As shown in fig. 4, in one embodiment, based on the embodiment corresponding to fig. 3, the following steps S401 to S407 are included:

In application, a specific determination method of the preset failure condition is explained below based on steps S401 to S403.

Step S401, when the number of times of generating the step-out signal is monitored to be greater than the first preset number of times, a first fault signal is generated to represent that a channel transmission fault occurs, and step S404 is entered.

In the application, after the terminal device and the current cell establish the RRC connection state, whether to generate the out-of-step signal may be determined according to the error rate of the downlink message sent by the current cell, specifically, after decoding the downlink message sent by the current cell, if the error rate is greater than a preset error rate, the out-of-step signal is generated. The error rate can be set according to actual needs, and specifically can be 10%, 20% and the like.

In the application, the terminal device may monitor whether the number of times of generation of the out-of-step signal is greater than a first preset number of times, and the specific monitoring method may include: monitoring whether the generation times of the step-out signals are larger than the first preset times or not in the preset time; or whether the number of times of monitoring the continuous generation of the Out-of-step signal is greater than the first preset number of times or not can be specifically achieved by judging whether a T310 timer is triggered, wherein the T310 timer is triggered after an upper protocol layer of the terminal device continuously receives N310 Out-of-step (Out of Sync) signals of a lower layer, N310 can be configured according to actual needs, for example, N310 can be configured as 4, 5 or 6, and the like, and if N310 is configured as 4 (the first preset number of times is 4), the terminal device starts the T310 timer after continuously monitoring the generation of the Out-of-step signal for 4 times.

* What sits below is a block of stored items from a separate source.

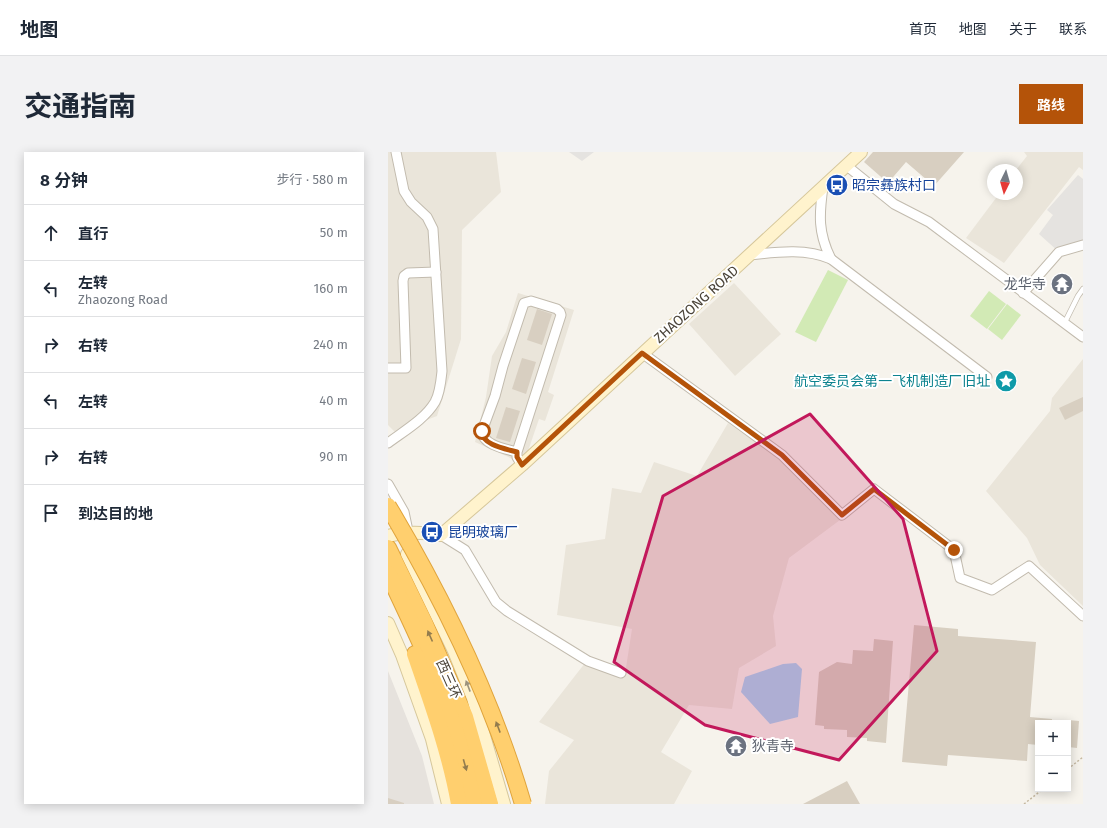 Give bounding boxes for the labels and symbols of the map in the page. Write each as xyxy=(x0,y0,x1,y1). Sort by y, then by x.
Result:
north arrow xyxy=(987,164,1023,200)
bus stop icon: 昭宗彝族村口 xyxy=(824,172,850,198)
place label: 昭宗彝族村口 xyxy=(852,177,936,194)
street label: ZHAOZONG ROAD xyxy=(651,262,742,347)
temple icon: 龙华寺 xyxy=(1049,271,1075,297)
place label: 龙华寺 xyxy=(1004,276,1046,293)
place icon: 航空委员会第一飞机制造厂旧址 xyxy=(993,368,1019,394)
place label: 航空委员会第一飞机制造厂旧址 xyxy=(794,373,990,390)
route start xyxy=(473,422,491,440)
bus stop icon: 昆明玻璃厂 xyxy=(419,519,445,545)
place label: 昆明玻璃厂 xyxy=(448,524,518,541)
route end xyxy=(945,541,963,559)
one-way arrow xyxy=(427,630,433,642)
street label: 西三环 xyxy=(432,657,465,702)
one-way arrow xyxy=(464,680,470,692)
one-way arrow xyxy=(494,721,500,733)
temple icon: 狄青寺 xyxy=(723,733,749,759)
place label: 狄青寺 xyxy=(752,738,794,755)
one-way arrow xyxy=(462,759,468,771) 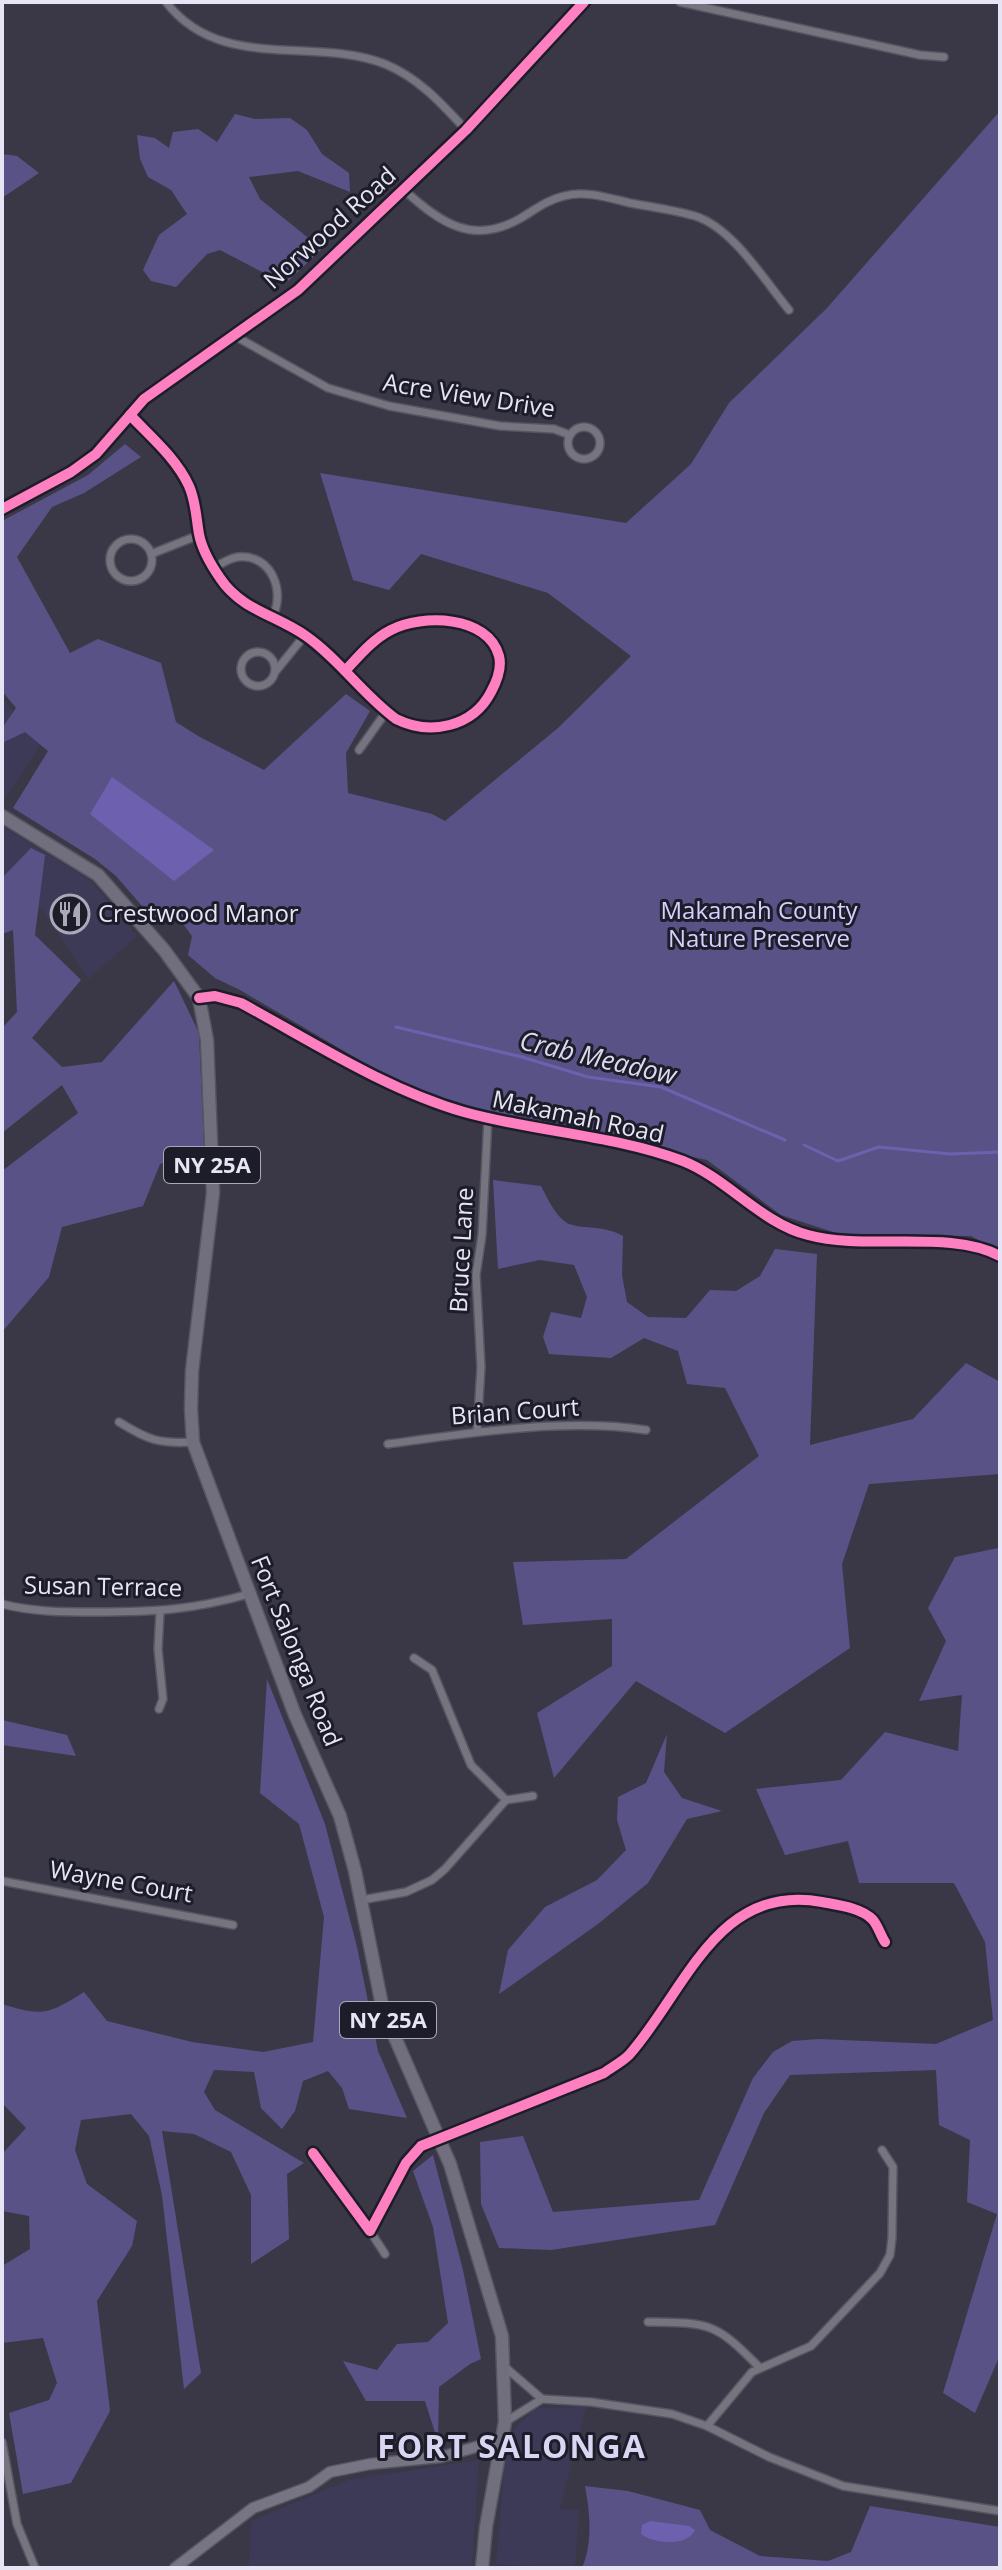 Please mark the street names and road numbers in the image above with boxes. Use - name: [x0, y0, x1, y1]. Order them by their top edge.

The specific numerical value of the first preset times is not limited in the embodiment of the application.

Step S402, when the failure times of the access channel is monitored to be larger than the second preset times, a second failure signal is generated to represent that the channel access failure occurs, and step S404 is entered.

In the application, the terminal device may monitor the number of failures of the access channel, or may monitor the number of failures of the Random access channel (Random ACCESS CHANNEL, RACH), where if the Random access channel is successful, it indicates that the terminal device has successfully accessed the channel, and if the RACH is performed multiple times, it indicates that the terminal device has not successfully accessed the channel, so the number of failures of the access channel may be equivalent to the number of failures of the access channel. And when the number of times of channel access failure or the number of times of RACH execution is larger than a second preset number of times, generating a second fault signal to represent that channel access failure occurs. The specific numerical value of the second preset times is not limited in the embodiment of the application.

Step S403, when the number of times of data retransmission is monitored to be greater than the third preset number of times, a third fault signal is generated to indicate that data retransmission failure occurs, and step S404 is entered.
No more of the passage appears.